Um pouco mais à frente parámos à entrada de um estradão onde está um senhor com um barracão dedicado aos peregrinos, ainda estivemos lá algum tempo à conversa e a tirar umas fotos. A partir daqui foi a doer, tive de apear a primeira vez numa subida íngreme onde me fugiu a roda da frente por ir numa mudança leve, e depois devido à inclinação não consegui voltar a montar até um ponto em que a subida aliviava um bocadinho. A próxima paragem foi no Arneiro das Milhariças, estavam lá as festinhas da terra e estivemos outra vez mais de 1 hora a comer e a beber. As minhas costas estavam cada vez pior, já começava a não ter posição em cima da bicicleta, e o grupo tinha de diminuir a velocidade para eu os conseguir acompanhar, e segundo eles ainda faltavam subidas bem duras.
Até os Olhos de Água houve mais uma subida complicada mas que consegui passar. Aí fizemos uma paragem rápida para o café e preparar para entrar na Serra d'Aire, agora sim ia doer. A primeira subida consegui fazer com alguma dificuldade sem ter de apear, muito dura mesmo ainda por cima já com mais de 110 kms nas pernas. Na subida a seguir a Monsanto tive de apear, aí por falta de força, foi a primeira vez que me comecei a sentir realmente cansado, além das dores de costas estava a começar a sentir alguma fadiga, apesar de ter comido bem e hidratado bem ao longo do dia, com aquele imenso calor e esforço acumulado as pernas estavam a começar a não querer responder.

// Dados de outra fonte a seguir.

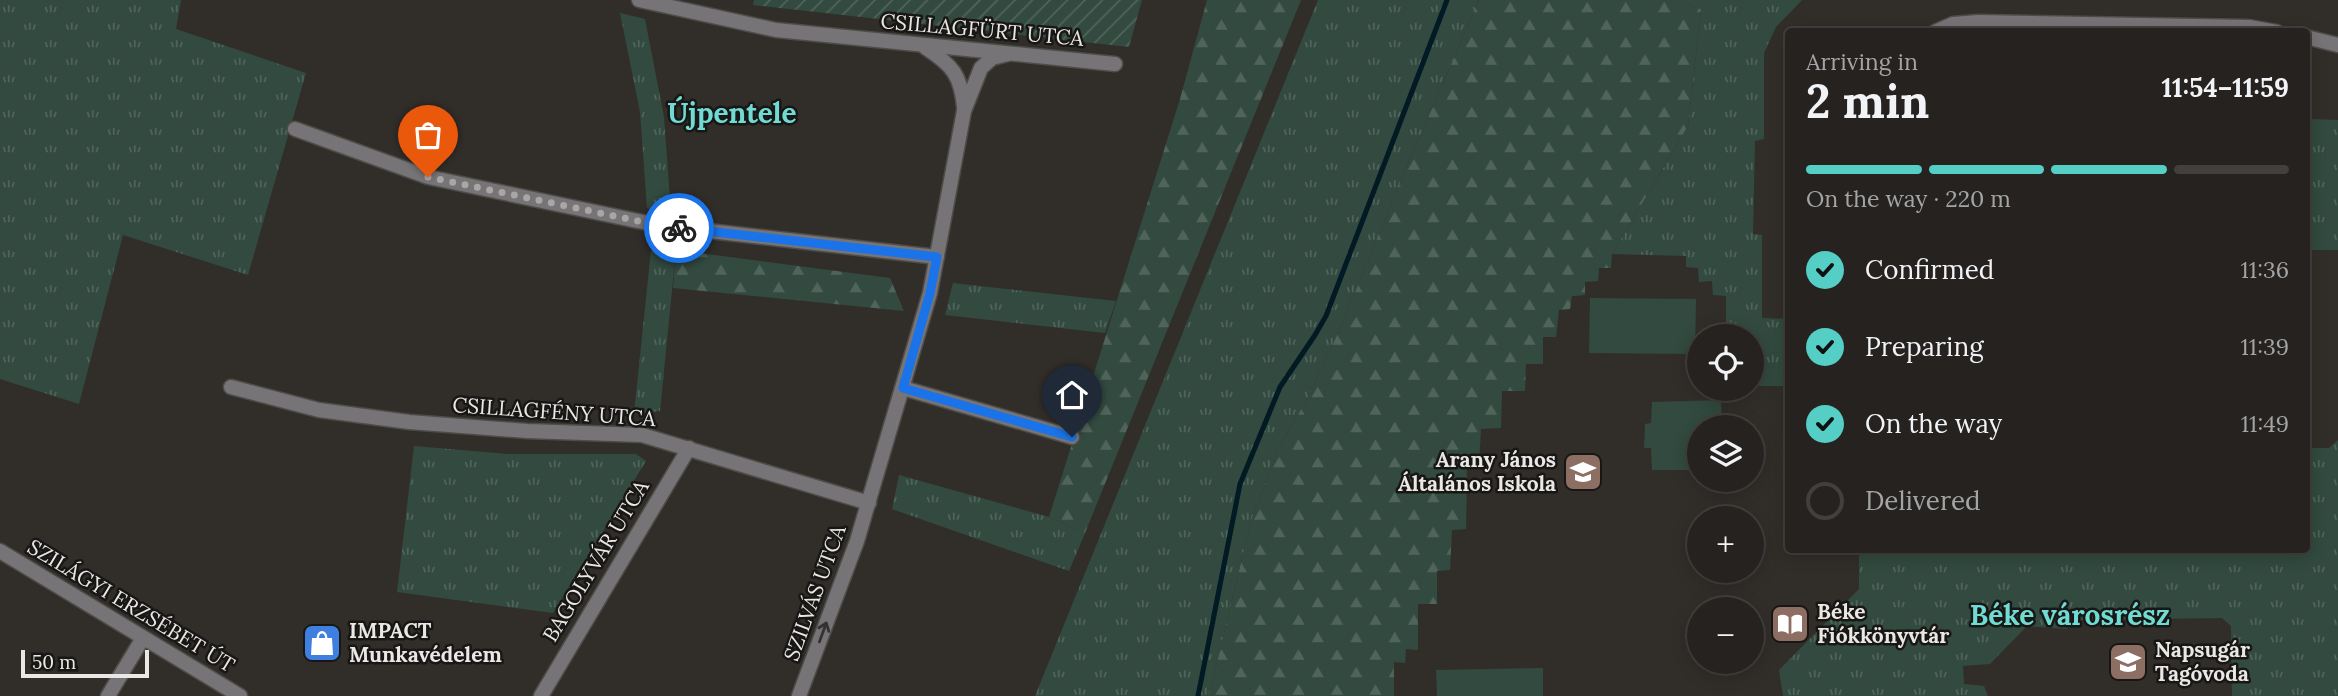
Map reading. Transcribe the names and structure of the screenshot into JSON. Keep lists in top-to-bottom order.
{
  "streets": {
    "street": [
      "CSILLAGFÜRT UTCA",
      "CSILLAGFÉNY UTCA",
      "BAGOLYVÁR UTCA",
      "SZILVÁS UTCA",
      "SZILÁGYI ERZSÉBET ÚT"
    ]
  },
  "crossings": [
    ["CSILLAGFÉNY UTCA", "BAGOLYVÁR UTCA"],
    ["CSILLAGFÉNY UTCA", "SZILVÁS UTCA"]
  ],
  "districts": ["Újpentele", "Béke városrész"],
  "places": {
    "school or university": ["Arany János Általános Iskola", "Napsugár Tagóvoda"],
    "library": ["Béke Fiókkönyvtár"],
    "shop": ["IMPACT Munkavédelem"]
  },
  "scale_bar": "50 m",
  "page": {
    "heading": ["2 min", "Arriving in", "11:54–11:59"],
    "bar": "On the way · 220 m",
    "list": [
      ["Confirmed", "11:36"],
      ["Preparing", "11:39"],
      ["On the way", "11:49"],
      "Delivered"
    ],
    "map_buttons": ["+", "−"],
    "scale": "50 m"
  }
}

A meio da subida antes de Minde, já em alcatrão tive de pedir ao grupo para parar, há muito tempo que não me sentia assim, senti-me totalmente esgotado, sem forças e a precisar de um saco de soro directamente na veia. A coisa não estava mesmo nada fácil, já me doía tudo, o corpo não queria responder e só pedia para que as subidas parassem, não ia desistir de maneira nenhuma apesar de todo o meu corpo dizer para eu parar. Ao fim de 5-10 minutos deitado no chão de pernas para o ar lá arrancamos novamente e devagar. Como a subida era em alcatrão, calmamente lá chegámos ao topo e consegui recuperar o ritmo cardíaco, respirar normalmente e concentrar-me para a descida que aí vinha. A descida foi das partes mais divertidas do percurso, larguei-me estrada abaixo e cheguei aos 70km/h, finalmente estava a voltar a divertir-me.

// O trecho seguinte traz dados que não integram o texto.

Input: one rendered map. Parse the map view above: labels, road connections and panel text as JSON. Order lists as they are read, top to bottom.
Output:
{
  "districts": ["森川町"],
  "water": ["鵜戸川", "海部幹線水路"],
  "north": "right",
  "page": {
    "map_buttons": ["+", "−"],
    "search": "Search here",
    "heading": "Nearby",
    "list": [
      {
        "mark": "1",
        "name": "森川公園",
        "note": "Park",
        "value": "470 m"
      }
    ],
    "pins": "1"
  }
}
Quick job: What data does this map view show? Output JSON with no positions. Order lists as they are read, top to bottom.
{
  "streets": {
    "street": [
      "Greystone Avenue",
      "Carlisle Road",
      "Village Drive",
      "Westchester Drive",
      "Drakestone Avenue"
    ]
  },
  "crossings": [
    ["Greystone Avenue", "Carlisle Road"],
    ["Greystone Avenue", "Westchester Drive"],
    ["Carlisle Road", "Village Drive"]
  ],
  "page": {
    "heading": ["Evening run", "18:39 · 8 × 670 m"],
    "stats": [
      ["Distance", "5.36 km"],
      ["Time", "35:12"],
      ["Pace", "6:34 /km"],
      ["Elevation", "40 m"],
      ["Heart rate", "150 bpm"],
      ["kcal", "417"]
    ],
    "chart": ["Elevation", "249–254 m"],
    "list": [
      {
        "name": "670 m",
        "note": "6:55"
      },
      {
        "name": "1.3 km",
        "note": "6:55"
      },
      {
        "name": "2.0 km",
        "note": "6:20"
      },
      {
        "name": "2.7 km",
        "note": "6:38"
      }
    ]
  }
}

Em Minde nova paragem um bocadinho mais demorada, beber um batido de morango que soube como se tivesse sido o melhor do mundo e um pão com chouriço. A subida que faltava estava a preocupar-me, estavam a dizer que era bastante difícil e eu não estava em grande condição física. Contudo só tive de apear uma vez em toda a subida e foi numa zona algo técnica e inclinada que noutras condições até passava, mas antes que caísse preferi seguir um bocadinho a pé. O fim da subida parecia não acabar, as eólicas que assinalavam o fim da subida pareciam estar mesmo ali mas nunca mais lá chegava. A seguir à subida era simples até Fátima, voltámos a aumentar a média para mais de 20km/h e foi bastante rápido até Fátima. A chegada ao cair da noite foi espectacular, fui poucas vezes a Fátima, mas sem dúvida que esta foi a melhor, o cair do sol atrás da catedral deu uma paisagem belíssima. Sofri como há muito não sofria, mas voltava a fazê-lo, obrigado aos meus excepcionais companheiros de viagem pela paciência que tiveram comigo, foi uma viagem memorável.